Stored entries
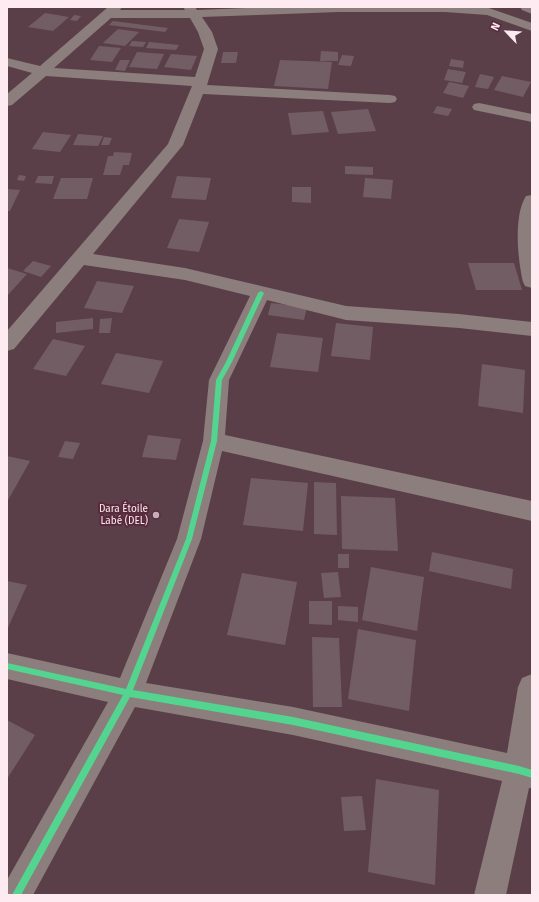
<!DOCTYPE html>
<html>
<head>
<meta charset="utf-8">
<style>
	body { margin:0 }
	#map { position:relative; width:539px; height:902px; overflow:hidden; background:#5a3f49; font-family:"Fira Sans",sans-serif }
	canvas { display:block }
	.frame { position:absolute; inset:0; border:8px solid #feebf1; pointer-events:none }
	.north { position:absolute; left:487px; top:12px; width:40px; height:40px; -webkit-text-stroke:3px #592a3c; paint-order:stroke; rotate:295deg; font-size:11px; font-weight:700; line-height:16px; text-align:center; color:#feebf1 }
	.north::after { content:''; display:block; margin:auto; width:14px; height:18px; background:#feebf1; clip-path:polygon(50% 0,100% 100%,50% 72%,0 100%) }
</style>
</head>
<body>
<div id="map">
<canvas width="539" height="902"></canvas>
<div class="frame"></div>
<div class="north">N</div>
</div>
<script>
const context = document.querySelector('canvas').getContext('2d');
context.lineJoin = 'round';
function fillPath(path, color) {
  context.fillStyle = color;
  context.fill(path, 'evenodd');
}
function stroke(path, color, width, dash) {
  context.strokeStyle = color;
  context.lineWidth = width;
  context.lineCap = dash ? 'butt' : 'round';
  context.setLineDash(dash || []);
  context.stroke(path);
}
function label(font, color, halo, rows, align = 'center') {
  context.font = font + ' "Fira Sans",sans-serif';
  context.lineWidth = 4;
  context.setLineDash([]);
  context.textBaseline = 'middle';
  context.strokeStyle = halo;
  context.fillStyle = color;
  for (const [text, x, y, turn = 0] of rows) {
    context.save();
    context.translate(x, y);
    context.rotate((+turn || 0) * Math.PI / 180);
    context.textAlign = isNaN(turn) ? turn : align;
    if (halo) context.strokeText(text, 0, 0);
    context.fillText(text, 0, 0);
    context.restore();
  }
}
fillPath(new Path2D(`
	M45,13L69,17L53,31L28,27Z
	M74,15L81,16L77,21L70,20Z
	M113,21L168,28L165,32L109,25Z
	M118,29L139,32L125,46L103,43Z
	M132,41L146,42L143,47L129,46Z
	M149,42L179,45L176,50L146,48Z
	M99,46L121,48L112,62L90,60Z
	M321,51L338,52V61H320Z
	M137,52L164,54L157,69L129,67Z
	M223,52H238L236,63H221Z
	M171,54L197,56L191,70L164,67Z
	M342,55L354,56L351,66L338,65Z
	M451,59L464,61L463,68L449,66Z
	M120,60H130L125,71L115,70Z
	M280,60L332,62L328,89L274,86Z
	M448,69L466,72L462,83L444,80Z
	M480,74L494,77L488,89L475,87Z
	M502,76L531,82L523,97L494,90Z
	M449,82L469,86L463,98L443,93Z
	M437,106L452,109L448,116L433,113Z
	M368,109L376,131L338,134L331,112Z
	M323,111L329,132L292,135L288,113Z
	M43,132L71,135L60,152L32,149Z
	M78,134L103,136L98,146L73,145Z
	M104,137L112,138L109,145H101Z
	M114,152L132,153L129,165H123L120,175H103L108,156H113Z
	M345,166L373,167V175L345,174Z
	M19,175L26,176L24,181L17,180Z
	M38,176H54L52,184L35,183Z
	M177,176L211,178L206,200L171,198Z
	M61,178H93L87,199H53Z
	M365,178L393,180L391,199L363,197Z
	M292,187H311V203L292,202Z
	M7,189L20,190L10,211H7Z
	M179,219L209,222L199,252L167,248Z
	M33,261L51,266L41,277L23,271Z
	M468,263H514L522,290H476Z
	M7,268L27,274L7,296Z
	M97,281L134,286L122,313L84,308Z
	M271,303L307,307L304,320L268,315Z
	M93,318V329L56,333V322Z
	M112,318L110,333H99L100,319Z
	M336,323L373,327L370,360L331,356Z
	M277,333L323,338L318,372L270,367Z
	M53,339L85,346L66,376L33,369Z
	M116,353L163,361L149,393L101,384Z
	M482,364L525,370L523,413L478,406Z
	M148,435L181,439L176,460L142,457Z
	M65,441L80,443L73,459L58,457Z
	M7,456L30,461L7,502Z
	M251,478L308,483L303,531L243,525Z
	M314,482L336,483L337,535L314,534Z
	M341,496L395,498L398,551L342,549Z
	M432,552L513,569L511,589L429,571Z
	M338,554H349V568H338Z
	M371,567L424,577L417,631L362,620Z
	M338,572L341,597L324,598L321,573Z
	M242,573L297,582L285,645L227,635Z
	M7,581L27,585L7,630Z
	M309,601H332V625L309,624Z
	M338,606L358,607V622L338,620Z
	M358,629L416,640L409,711L348,699Z
	M312,637L339,638L342,707H313Z
	M7,720L35,735L7,779Z
	M376,779L439,790L435,885L368,872Z
	M362,796L366,830L344,831L341,797Z`), '#735d64');
fillPath(new Path2D(`
	M108,7H122L120,10H185L183,7H195L197,10L271,7H486L532,23V31L487,15L445,12H339L202,17L212,32L218,49L207,85L390,95L395,96L397,99L395,102L390,103L203,94L183,145L93,254L185,268L346,306L459,314L532,322V336L459,328L346,320L267,300L229,380L225,435L532,501V521L222,451L201,539L146,683L293,707L507,753L518,687L522,678L532,674V788H529L506,895H474L502,781L293,735L135,707L33,895H7V880L108,702L7,679V653L120,678L177,539L203,441L209,380L250,296L185,280L84,265L14,349L7,351V331L168,144L192,86L46,76L12,105L7,106V94L32,73L7,66V58L40,66ZM111,18H190L198,32L204,49L195,77L54,68Z
	M520,7H532V14L522,10Z
	M479,103L532,114V122L474,110L472,107L474,104Z
	M532,195V288L525,286L523,282C518,260 513,216 526,196Z`), '#8b7e7d');
fillPath(new Path2D(`
	M261,291L264,293L232,362L222,380L217,441L192,539L133,690L293,717L519,766L532,770V778L519,774L293,725L130,697L21,895H12L123,695L7,669V663L126,689L186,539L211,441L216,380L226,362L258,293Z`), '#53d58f');
for (const [x, y, r, color] of [
	[156,515,4,"#c5afb6"]
]) {
  const dot = new Path2D();
  dot.arc(x, y, r, 0, 2 * Math.PI);
  context.fillStyle = color;
  context.fill(dot);
  stroke(dot, '#592a3c', 1.5);
}
label('10px', '#feebf1', '#592a3c', [
	["Dara Étoile",148,509],
	["Labé (DEL)",148,521]
], 'right');
</script>
</body>
</html>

Directions for this task: Please give an exact copy of the entries above, from the line with "M341,496L395,498L398,551L342,549Z" down to the line with "M7,720L35,735L7,779Z", inclusive, and nothing else.

Solution to this problem:
	M341,496L395,498L398,551L342,549Z
	M432,552L513,569L511,589L429,571Z
	M338,554H349V568H338Z
	M371,567L424,577L417,631L362,620Z
	M338,572L341,597L324,598L321,573Z
	M242,573L297,582L285,645L227,635Z
	M7,581L27,585L7,630Z
	M309,601H332V625L309,624Z
	M338,606L358,607V622L338,620Z
	M358,629L416,640L409,711L348,699Z
	M312,637L339,638L342,707H313Z
	M7,720L35,735L7,779Z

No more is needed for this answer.